---------- Stored data

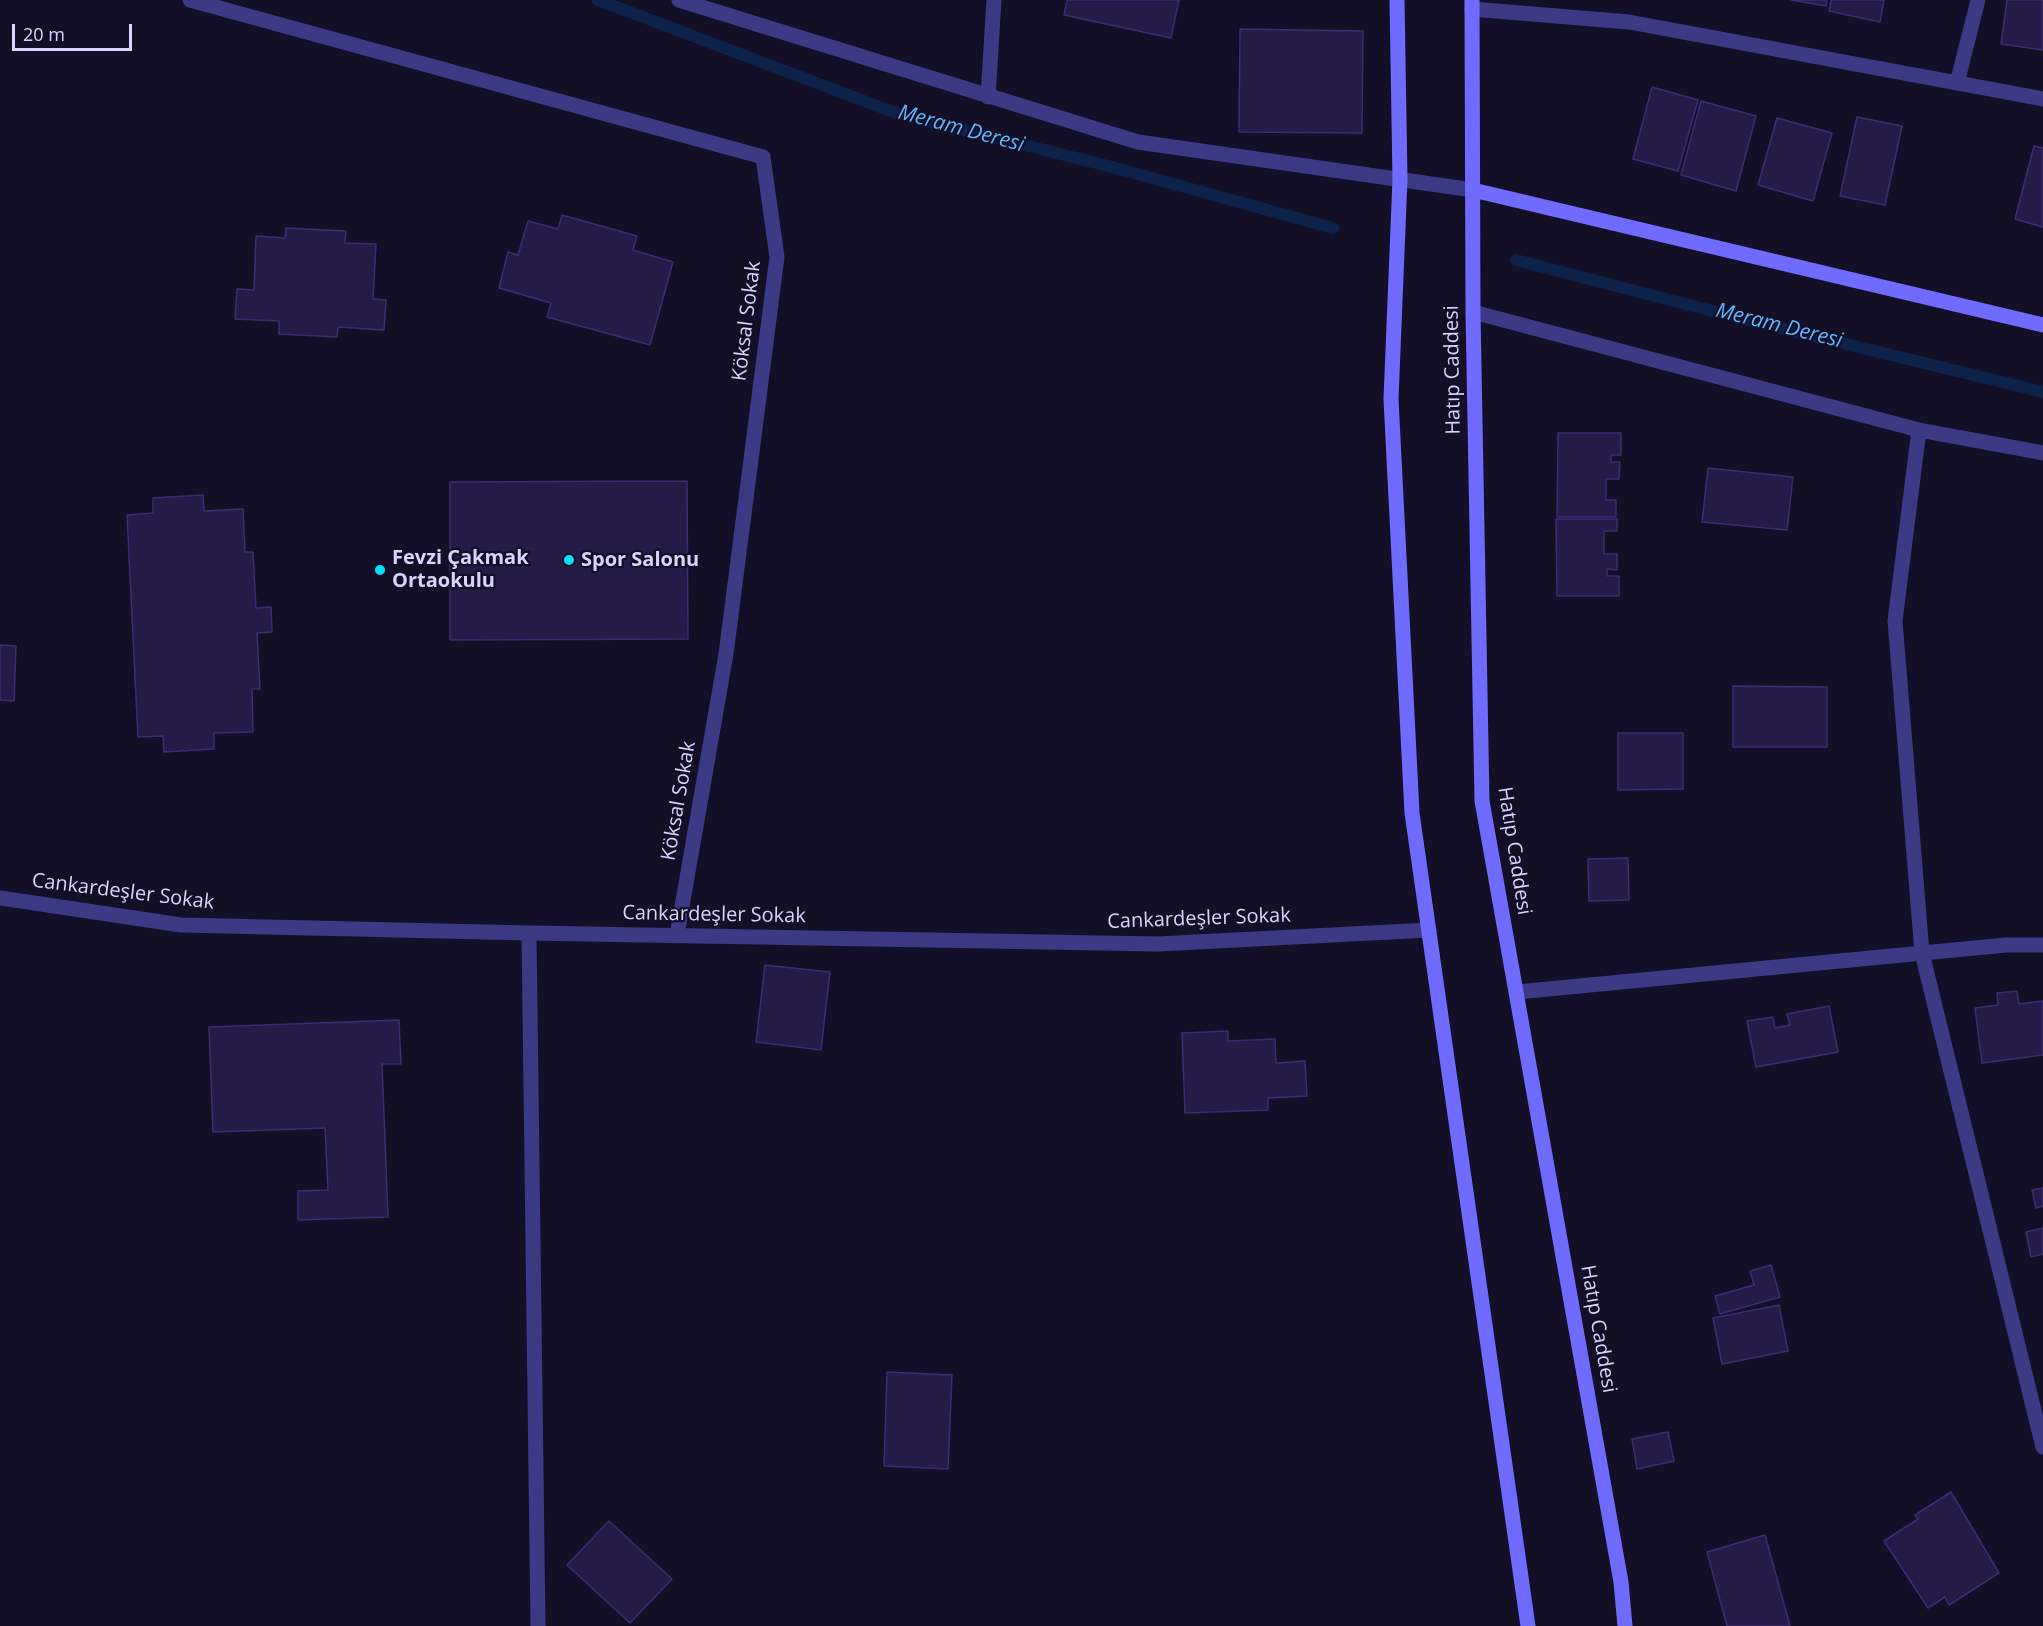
<!DOCTYPE html>
<meta charset="utf-8">
<style>
body{margin:0}
#map{position:relative;width:2043px;height:1626px;overflow:hidden;background:#130f26;font-family:"Open Sans",sans-serif}
canvas{display:block}
.scale{position:absolute;left:12px;top:24px;width:120px;height:27px;box-sizing:border-box;border:3px solid #d9d4ff;border-top:0;padding-left:8px;font-size:18px;line-height:21px;white-space:nowrap;color:#d9d4ff;-webkit-text-stroke:4px #130f26;paint-order:stroke}
</style>
<div id="map">
<canvas width="2043" height="1626"></canvas>
<div class="scale">20 m</div>
</div>
<script>
const g = document.querySelector('canvas').getContext('2d');
g.lineJoin = 'round';
const toPath = rows => new Path2D(rows.map(r => 'M' + r).join(''));
function stroke(path, color, width, dash) { g.strokeStyle = color; g.lineWidth = width; g.lineCap = dash ? 'butt' : 'round'; g.setLineDash(dash || []); g.stroke(path); }
function fill(path, color) { g.fillStyle = color; g.fill(path, 'evenodd'); }
function write(font, color, halo, rows, align = 'center') {
  g.font = font + ' "Open Sans",sans-serif'; g.lineWidth = 4.5; g.setLineDash([]); g.textBaseline = 'middle'; g.strokeStyle = halo; g.fillStyle = color; for (const [text, x, y, turn = 0] of rows) {
    g.save(); g.translate(x, y); g.rotate((+turn || 0) * Math.PI / 180); g.textAlign = isNaN(turn) ? turn : align; if (halo) g.strokeText(text, 0, 0); g.fillText(text, 0, 0); g.restore();
  }
}
const stream = toPath([
 [598,0,893,112,1112,167,1333,228],
 [1516,260,1747,320,2043,392]
]);
const building = toPath([
 [1067,0,1179,0,1171,38,1064,15,1067,0],
 [1791,0,1827,0,1826,6,1791,0],
 [1831,0,1884,0,1880,22,1829,11,1831,0],
 [2007,0,2043,0,2043,50,2001,44,2007,0],
 [1240,29,1363,31,1362,133,1239,132,1240,29],
 [1652,87,1698,100,1678,171,1633,159,1652,87],
 [1701,101,1756,116,1736,191,1681,175,1701,101],
 [1857,117,1902,126,1885,205,1840,196,1857,117],
 [1777,118,1832,133,1813,201,1758,185,1777,118],
 [2034,146,2043,148,2043,227,2015,219,2034,146],
 [562,215,637,236,633,250,673,262,650,345,547,317,551,303,499,288,508,252,518,255,528,221,558,229,562,215],
 [286,228,346,231,345,243,376,244,373,299,386,300,384,330,338,327,337,337,279,334,279,321,235,319,237,289,254,290,256,236,285,238,286,228],
 [1558,433,1621,433,1621,455,1611,455,1611,462,1620,462,1619,479,1606,479,1606,500,1616,500,1616,517,1557,517,1558,433],
 [1708,468,1793,477,1787,530,1702,522,1708,468],
 [687,481,688,639,450,640,450,482,687,481],
 [203,495,204,511,243,509,245,552,253,552,256,608,271,607,272,632,257,633,260,689,252,689,253,732,214,733,214,749,164,752,163,736,138,737,127,515,153,513,153,498,203,495],
 [1556,519,1617,519,1617,531,1604,531,1604,554,1617,554,1617,570,1607,569,1607,576,1619,576,1619,596,1557,596,1556,519],
 [0,645,16,646,14,701,0,700,0,645],
 [1733,686,1827,687,1827,747,1733,747,1733,686],
 [1618,733,1683,733,1683,789,1618,790,1618,733],
 [1628,858,1629,900,1589,901,1588,859,1628,858],
 [765,965,830,972,821,1050,756,1042,765,965],
 [2017,991,2019,1004,2043,1001,2043,1055,1982,1063,1975,1008,1998,1005,1997,993,2017,991],
 [1829,1006,1838,1052,1756,1067,1747,1021,1773,1017,1775,1028,1790,1025,1787,1014,1829,1006],
 [399,1020,401,1064,382,1064,388,1217,298,1220,298,1191,328,1190,325,1128,213,1132,209,1027,399,1020],
 [1228,1031,1228,1041,1275,1039,1276,1063,1305,1061,1307,1096,1268,1098,1268,1110,1185,1113,1182,1033,1228,1031],
 [2043,1188,2043,1206,2036,1208,2032,1190,2043,1188],
 [2043,1228,2043,1254,2031,1257,2026,1232,2043,1228],
 [1771,1265,1780,1297,1720,1314,1715,1296,1754,1285,1750,1271,1771,1265],
 [1779,1305,1788,1351,1722,1364,1713,1318,1779,1305],
 [887,1372,952,1375,948,1469,884,1466,887,1372],
 [1668,1432,1674,1461,1637,1469,1632,1439,1668,1432],
 [1951,1492,1999,1573,1949,1605,1945,1597,1928,1608,1884,1541,1918,1519,1915,1515,1951,1492],
 [609,1521,672,1579,630,1623,567,1565,609,1521],
 [1765,1535,1790,1626,1727,1626,1707,1552,1765,1535]
]);
const street = toPath([
 [190,0,763,157,777,257,726,654,677,935],
 [679,0,1138,142,1473,190],
 [1472,9,1629,22,2043,99],
 [1957,83,1978,0],
 [988,97,994,0],
 [1473,312,1919,430,2043,453],
 [1919,430,1895,621,1922,953,2043,1447],
 [0,898,181,925,529,933,1158,944,1429,930],
 [529,933,538,1626],
 [1517,992,2006,945,2043,945]
]);
const secondary = toPath([
 [1397,0,1400,179,1391,399,1412,813,1528,1626],
 [1472,0,1473,312,1482,801,1621,1582,1625,1626],
 [1473,190,2043,325]
]);
const markers = [
 [569,560,6,"#00e5ff"],
 [380,570,6,"#00e5ff"]
];
const streetNames = [
 ["Köksal Sokak",747,321,-83],
 ["Hatıp Caddesi",1453,370,-91],
 ["Köksal Sokak",679,801,-80],
 ["Hatıp Caddesi",1514,851,81],
 ["Cankardeşler Sokak",123,892,7],
 ["Cankardeşler Sokak",714,915,1],
 ["Cankardeşler Sokak",1199,919,-2],
 ["Hatıp Caddesi",1598,1329,80]
];
const poiNames = [
 ["Fevzi Çakmak",392,558],
 ["Ortaokulu",392,581],
 ["Spor Salonu",581,560]
];
const waterNames = [
 ["Meram Deresi",961,129,15],
 ["Meram Deresi",1779,326,14]
];
stroke(stream, '#0c2248', 12);
fill(building, '#241b47');
stroke(building, '#3b2d73', 1.5);
stroke(street, '#3d3a85', 15);
stroke(secondary, '#6f6bff', 15);
for (const [x, y, r, color] of markers) { const dot = new Path2D(); dot.arc(x, y, r, 0, 2 * Math.PI); g.fillStyle = color; g.fill(dot); stroke(dot, '#130f26', 2); }
write('20px', '#d9d4ff', '#130f26', streetNames);
write('bold 20px', '#d9d4ff', '#130f26', poiNames, 'left');
write('italic 21px', '#62b6ff', '#130f26', waterNames);
</script>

--------------------

## What is expected:
Which lines above carry the string "lineWidth"? Copy those lines.

## Worked solution:
function stroke(path, color, width, dash) { g.strokeStyle = color; g.lineWidth = width; g.lineCap = dash ? 'butt' : 'round'; g.setLineDash(dash || []); g.stroke(path); }
  g.font = font + ' "Open Sans",sans-serif'; g.lineWidth = 4.5; g.setLineDash([]); g.textBaseline = 'middle'; g.strokeStyle = halo; g.fillStyle = color; for (const [text, x, y, turn = 0] of rows) {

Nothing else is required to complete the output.